While Uber’s decision to reclassify its drivers as workers in response to the recent Supreme Court ruling will be welcomed by those working for the company, it will do little to resolve the ongoing confusion over employment status.
The fact that the final ruling was the culmination of a four-year battle, shows how difficult it can be for the courts to determine employment status using the current legal framework.
The Supreme Court's ruling on Uber and worker status
The decision certainly reminds businesses to consider carefully how they classify the people that provide work for them and could prompt some organisations to make changes to how they categorise employment status.

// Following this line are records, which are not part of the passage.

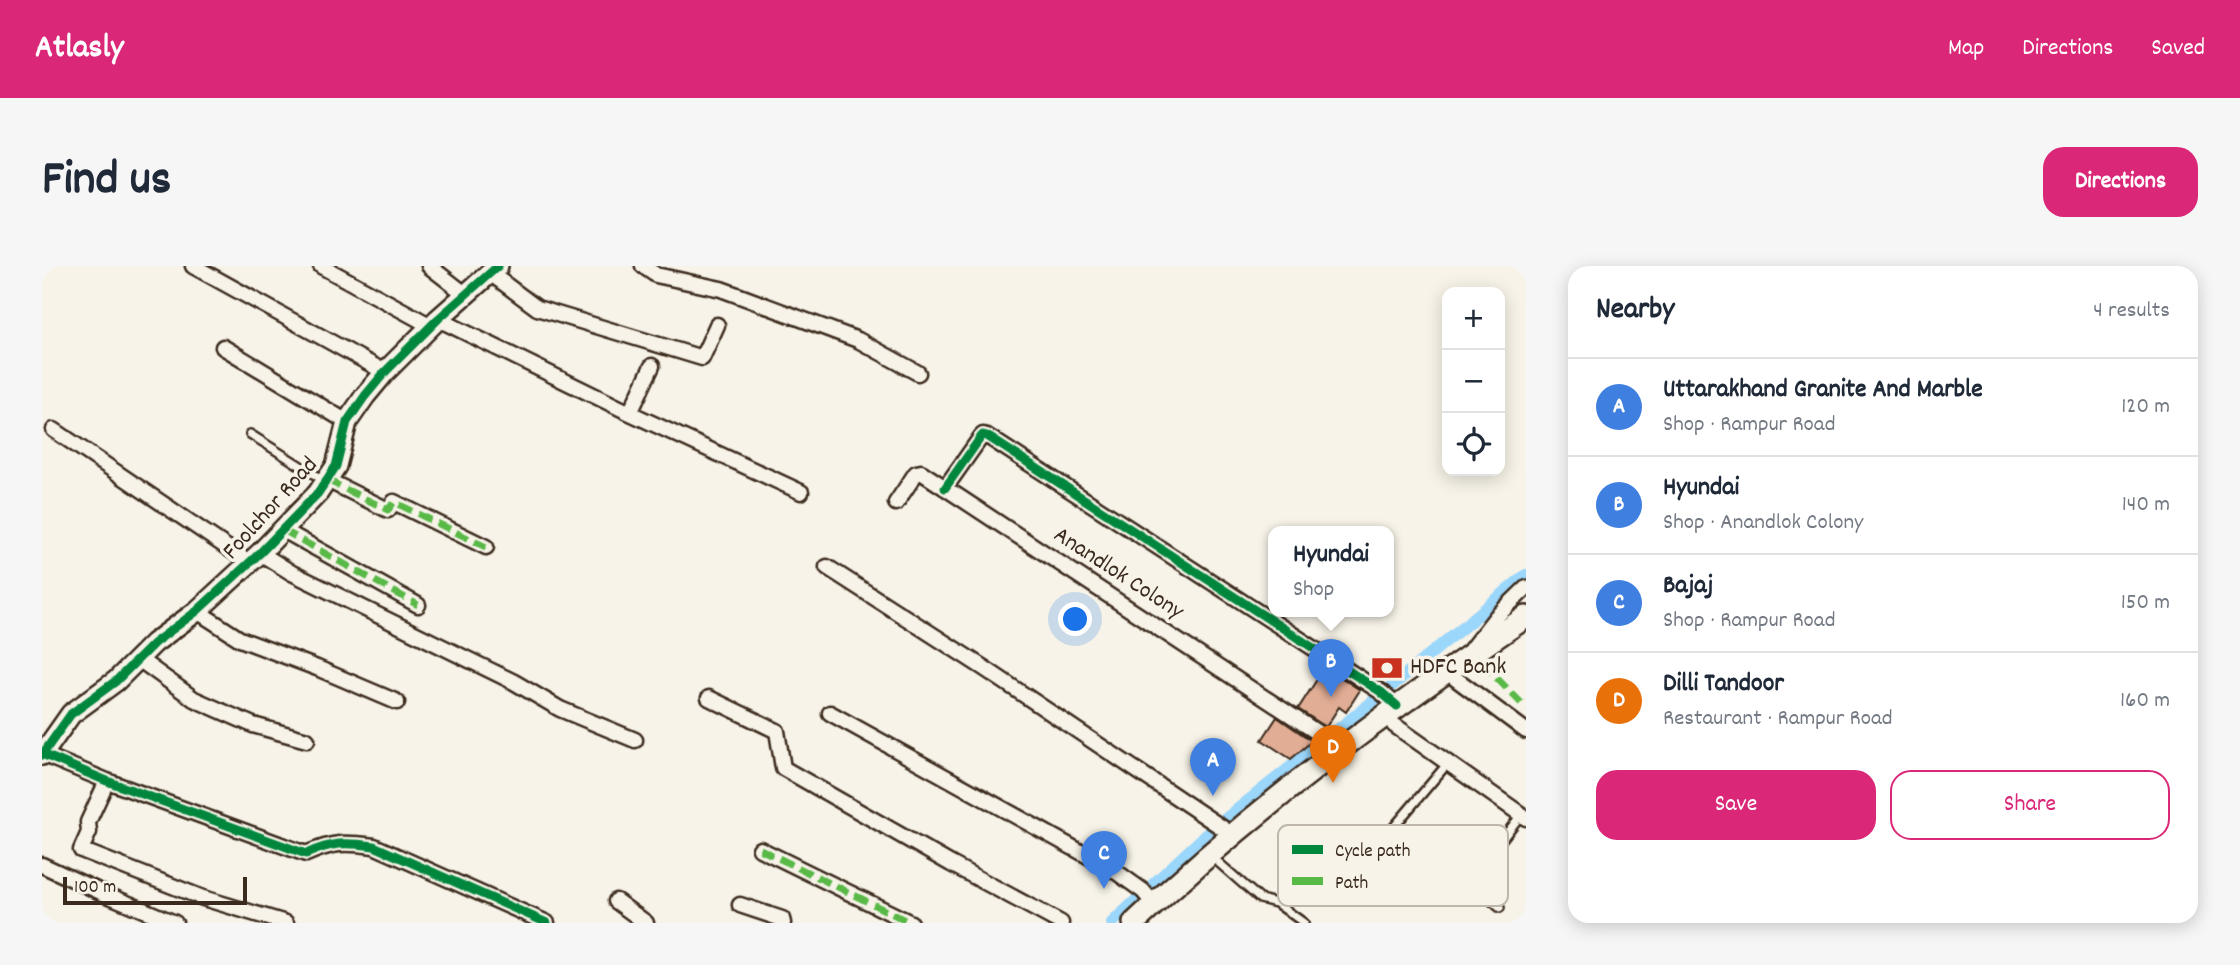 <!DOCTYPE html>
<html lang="en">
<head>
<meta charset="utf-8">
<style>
	:root { --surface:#fff; --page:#f6f6f7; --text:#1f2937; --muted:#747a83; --line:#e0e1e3; --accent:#db2777 }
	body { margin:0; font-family:Dekko,sans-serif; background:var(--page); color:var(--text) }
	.controls { position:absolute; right:21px; top:21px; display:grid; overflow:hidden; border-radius:14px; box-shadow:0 4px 18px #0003 }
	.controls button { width:63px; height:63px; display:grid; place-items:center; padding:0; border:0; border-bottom:2px solid var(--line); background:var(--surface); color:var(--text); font:35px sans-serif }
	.scale { position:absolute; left:21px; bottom:18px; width:184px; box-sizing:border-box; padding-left:7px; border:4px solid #3b2a1e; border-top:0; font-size:19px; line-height:24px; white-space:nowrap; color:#3b2a1e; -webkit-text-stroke:5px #f7f3e8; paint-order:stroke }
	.you { position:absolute; left:1034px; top:354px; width:24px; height:24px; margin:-18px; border:5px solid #fff; border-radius:50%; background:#1a73e8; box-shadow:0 0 0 10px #1a73e833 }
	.badge { display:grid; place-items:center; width:46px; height:46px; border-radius:50%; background:var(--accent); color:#fff; font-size:23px; font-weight:700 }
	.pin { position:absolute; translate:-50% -58px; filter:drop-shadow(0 2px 4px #0008) }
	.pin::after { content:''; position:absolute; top:37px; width:24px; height:21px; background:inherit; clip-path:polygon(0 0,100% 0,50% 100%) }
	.popup { position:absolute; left:1226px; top:260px; width:126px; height:91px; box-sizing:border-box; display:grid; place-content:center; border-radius:14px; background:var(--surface); filter:drop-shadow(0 2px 5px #0005); font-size:23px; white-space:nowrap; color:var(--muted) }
	.popup b { font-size:26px; color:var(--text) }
	.popup::after { content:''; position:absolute; left:50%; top:100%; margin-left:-14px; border:14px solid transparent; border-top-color:var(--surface) }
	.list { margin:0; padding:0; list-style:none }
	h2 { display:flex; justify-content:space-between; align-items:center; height:91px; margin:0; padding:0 28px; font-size:30px }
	h2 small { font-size:23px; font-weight:400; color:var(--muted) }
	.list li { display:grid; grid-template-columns:46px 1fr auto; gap:21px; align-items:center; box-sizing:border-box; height:98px; padding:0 28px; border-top:2px solid var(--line) }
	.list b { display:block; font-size:26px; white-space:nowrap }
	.list p { margin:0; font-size:23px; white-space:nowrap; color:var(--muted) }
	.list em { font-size:23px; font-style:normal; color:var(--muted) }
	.actions { display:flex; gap:14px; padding:21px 28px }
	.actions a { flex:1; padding:16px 0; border:2px solid var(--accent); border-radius:21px; text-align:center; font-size:24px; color:var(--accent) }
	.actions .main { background:var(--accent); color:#fff }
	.icon { flex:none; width:38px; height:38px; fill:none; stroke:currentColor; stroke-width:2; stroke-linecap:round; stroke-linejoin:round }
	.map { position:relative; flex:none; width:1484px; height:657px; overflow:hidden; border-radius:21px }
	header { display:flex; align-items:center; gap:42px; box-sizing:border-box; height:98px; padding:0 35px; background:var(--accent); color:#fff }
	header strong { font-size:33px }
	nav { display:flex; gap:38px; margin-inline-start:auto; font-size:24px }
	.intro { display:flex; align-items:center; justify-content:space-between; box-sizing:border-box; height:168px; padding:0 42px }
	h1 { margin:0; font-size:49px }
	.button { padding:18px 32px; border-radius:21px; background:var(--accent); color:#fff; font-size:24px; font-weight:700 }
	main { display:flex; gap:42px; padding:0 42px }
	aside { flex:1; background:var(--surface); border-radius:21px; box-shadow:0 4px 18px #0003 }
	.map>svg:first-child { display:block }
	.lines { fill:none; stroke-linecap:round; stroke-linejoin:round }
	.canal { stroke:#9bd6fb; stroke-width:12 }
	.building { fill:#e2ad95; stroke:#3b2a1e; stroke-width:2 }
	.lane-casing { stroke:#3b2a1e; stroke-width:12 }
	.street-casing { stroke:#3b2a1e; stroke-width:19 }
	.secondary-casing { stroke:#3b2a1e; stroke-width:24 }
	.primary-casing { stroke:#3b2a1e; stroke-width:26 }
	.lane { stroke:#f7f3e8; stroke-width:7 }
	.street { stroke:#f7f3e8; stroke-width:14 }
	.secondary { stroke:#f7f3e8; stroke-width:19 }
	.primary { stroke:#f7f3e8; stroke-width:21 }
	.quiet { stroke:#58b947; stroke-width:7; stroke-dasharray:14 7; stroke-linecap:butt }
	.cycleway-casing { stroke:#f7f3e8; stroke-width:13 }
	.cycleway { stroke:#00873e; stroke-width:9 }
	.labels { text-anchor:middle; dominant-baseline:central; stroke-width:7; stroke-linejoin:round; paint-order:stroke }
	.street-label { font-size:24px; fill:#3b2a1e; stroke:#f7f3e8 }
	.poi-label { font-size:24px; fill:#3b2a1e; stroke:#f7f3e8; text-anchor:start }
	.key { fill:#f7f3e8; stroke:#bfb7ab; stroke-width:2 }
	.key-label { font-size:19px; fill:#3b2a1e }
</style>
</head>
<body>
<header>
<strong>Atlasly</strong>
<nav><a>Map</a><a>Directions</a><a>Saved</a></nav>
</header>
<div class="intro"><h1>Find us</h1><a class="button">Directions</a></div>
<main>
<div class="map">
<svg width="1484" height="657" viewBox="0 0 1484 657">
	<rect width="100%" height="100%" fill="#f7f3e8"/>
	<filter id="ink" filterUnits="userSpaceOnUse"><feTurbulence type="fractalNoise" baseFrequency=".0143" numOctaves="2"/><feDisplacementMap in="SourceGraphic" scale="14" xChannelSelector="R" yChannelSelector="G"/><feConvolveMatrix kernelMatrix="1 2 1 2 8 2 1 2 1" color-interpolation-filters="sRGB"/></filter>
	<g filter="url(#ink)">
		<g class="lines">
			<path class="canal" d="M1070 657 1167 566 1329 437 1484 309"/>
		</g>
		<path class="building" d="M1283 401 1318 424 1304 446 1297 441 1284 461 1256 443Z
			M1235 451 1270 475 1249 493 1220 474Z"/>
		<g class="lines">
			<defs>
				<path id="lane" d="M208 168 281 214
					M1406 497 1351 562 1410 611
					M1177 597 1218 633 1234 637 1262 657
					M1458 642 1429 618 1428 614 1479 549"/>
				<path id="street" d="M151 0 343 106
					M279 0 389 60
					M387 0 423 28
					M601 0 614 9 679 23 816 74 876 107
					M448 7 495 42 660 92 675 59
					M396 53 588 147 759 226
					M181 81 305 156
					M588 147 610 100
					M12 164 208 297
					M285 214 346 244 352 236 444 281
					M903 222 939 171 941 169 945 170 1339 426 1355 440
					M854 237 874 207 879 206 1282 471 1296 484
					M241 264 376 339
					M218 287 250 307 472 416 518 443 593 474
					M785 301 942 402 1191 569
					M155 345 198 373 275 402 355 436
					M1429 383 1454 351 1484 322
					M98 394 152 433 211 459 265 474
					M1414 413 1484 465
					M667 432 735 465 741 502 909 598 1019 657
					M788 447 1073 605 1101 625 1112 638
					M1352 459 1484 552
					M0 488 65 515 264 588C291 576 303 576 332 580L505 657
					M65 515 46 556 47 566 39 584 161 632 244 657
					M718 583 869 657
					M0 599 63 628 133 657
					M574 635 604 657
					M698 639 740 653 741 657"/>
				<path id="secondary" d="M0 489 29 448 74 415 112 377 155 345 218 287 276 227 294 200 305 156 323 130 343 106 396 53 456 0"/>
				<path id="primary" d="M1092 657C1213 542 1346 444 1484 351"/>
			</defs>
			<use href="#lane" class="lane-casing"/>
			<use href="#street" class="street-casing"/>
			<use href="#secondary" class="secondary-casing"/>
			<use href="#primary" class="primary-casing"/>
			<use href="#lane" class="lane"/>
			<use href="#street" class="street"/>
			<use href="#secondary" class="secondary"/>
			<use href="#primary" class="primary"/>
			<path class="quiet" d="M285 214 346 244 352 236 444 281
				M241 264 376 339
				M1440 397 1484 442
				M718 583 869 657"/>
			<defs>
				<path id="cycleway" d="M903 222 939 171 941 169 945 170 1339 426 1355 440
					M0 488 65 515 264 588C291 576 303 576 332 580L505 657
					M0 489 29 448 74 415 112 377 155 345 218 287 276 227 294 200 305 156 323 130 343 106 396 53 456 0"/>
			</defs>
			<use href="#cycleway" class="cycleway-casing"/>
			<use href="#cycleway" class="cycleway"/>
		</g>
	</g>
	<defs>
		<symbol id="bank-bare" viewBox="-9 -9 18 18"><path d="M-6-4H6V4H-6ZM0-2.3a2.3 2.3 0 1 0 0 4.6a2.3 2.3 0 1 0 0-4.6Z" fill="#c8321e" stroke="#f7f3e8" stroke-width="2.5" paint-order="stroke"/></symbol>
	</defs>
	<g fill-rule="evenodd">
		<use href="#bank-bare" x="1323" y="380" width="44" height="44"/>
	</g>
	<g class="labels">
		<g class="street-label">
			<text transform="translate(229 243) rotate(-48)">Foolchor Road</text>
			<text transform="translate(1076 308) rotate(33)">Anandlok Colony</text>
		</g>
		<g class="poi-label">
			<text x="1368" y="402">HDFC Bank</text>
		</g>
	</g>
	<rect x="1236" y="559" width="230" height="81" rx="10" class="key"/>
	<rect x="1250" y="579" width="31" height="9" fill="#00873e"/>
	<rect x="1250" y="611" width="31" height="8" fill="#58b947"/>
	<g class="key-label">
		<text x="1293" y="590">Cycle path</text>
		<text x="1293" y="622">Path</text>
	</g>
</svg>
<div class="controls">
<button>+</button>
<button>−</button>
<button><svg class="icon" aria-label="locate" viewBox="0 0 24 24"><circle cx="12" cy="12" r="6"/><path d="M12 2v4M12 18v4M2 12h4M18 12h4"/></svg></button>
</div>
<div class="scale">100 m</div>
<div class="you"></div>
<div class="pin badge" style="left:1171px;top:530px;background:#3f7fe0">A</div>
<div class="pin badge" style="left:1289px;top:431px;background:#3f7fe0">B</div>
<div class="popup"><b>Hyundai</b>Shop</div>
<div class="pin badge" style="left:1062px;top:623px;background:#3f7fe0">C</div>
<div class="pin badge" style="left:1291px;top:517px;background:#e8710a">D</div>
</div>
<aside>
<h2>Nearby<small>4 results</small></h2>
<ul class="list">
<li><span class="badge" style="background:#3f7fe0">A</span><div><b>Uttarakhand Granite And Marble</b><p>Shop · Rampur Road</p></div><em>120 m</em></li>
<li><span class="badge" style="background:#3f7fe0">B</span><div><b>Hyundai</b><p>Shop · Anandlok Colony</p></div><em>140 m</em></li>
<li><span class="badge" style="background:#3f7fe0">C</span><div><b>Bajaj</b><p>Shop · Rampur Road</p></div><em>150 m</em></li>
<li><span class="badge" style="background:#e8710a">D</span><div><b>Dilli Tandoor</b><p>Restaurant · Rampur Road</p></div><em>160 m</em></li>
</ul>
<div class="actions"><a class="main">Save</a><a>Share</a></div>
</aside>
</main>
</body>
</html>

However, the courts make decisions on employment status on a case-by-case basis and consider carefully how the tests that decide status are applied in light of the specific circumstances and context in front of them. Consequently, while the Uber ruling is a useful and important addition to case law on employment status, it fails to resolve the ongoing ambiguity over the issue faced by both organisations and individuals. It will often remain fiendishly difficult for the courts to decide legal arguments over employment status under the current system.
This means that it is crucial that Government follows through with its pledge in 2018 to legislate to improve the clarity of the employment status tests and to take action to align the employment status frameworks for the purposes of employment rights and tax.
Is worker status necessary?
The CIPD believes an effective way to do this would be to abolish worker status altogether which would provide a clearer distinction between self-employment and employed status.
This view is underpinned by a significant piece of CIPD research Reforming employment status published in November 2020. The research was informed by a literature review, data from a large-scale employer survey and contributions from HR directors, employment lawyers and public policy experts.
A further strong argument for abolishing worker status highlighted by the research is that only a minority of organisations use worker status at all, and many smaller employers don’t even know that it exists as a separate category, distinct from employee status.
Overall, just a third of employers (35%) report they use worker status, falling to just 11% of micro firms with up to 10 people and 21% of small firms with up to 49 staff - according to a survey of 1,000 employers cited in the research report. It is perhaps not surprising so few small and medium-sized businesses use worker status, as many owner managers rely on advice and guidance from financial advisors such as bank managers or accountants who will typically lack knowledge on more complex employment matters.
The fact that the vast majority of employing businesses represented by micro and small firms in the UK don’t understand or use worker status, further questions its value and supports the case for its removal. This would create clearer differentiation between self-employment and employment and make it easier for employers and individuals to understand.
What can the UK Government do?
However, our recommendations for reform recognise that abolishing worker status would not be straight forward, so we have suggested that a first step would be for Government to form an expert stakeholder commission to define employed and self-employed categories.
The commission would be tasked with creating a statutory definition of the binary categories and informing the development of non-statutory guidance and indicative tools, which would make the test of control the main determinant of status.
At the same time government should move to more closely align taxation and benefits between the self-employed and the employed to reduce incentives for false categorisation of self-employment and ensure that those who are genuinely self-employed receive improved access to benefits, such as Statutory Sick Pay, for example.
We also recommend that the government should give the proposed new Single Labour Market Enforcement Body the role of resolving disputes in status, with tribunals used only for appeals against their decisions. Finally, we believe there is a strong case to increase Acas’ budget to enhance its information, guidance and support on employment status – with enhanced powers of mediation in status disputes.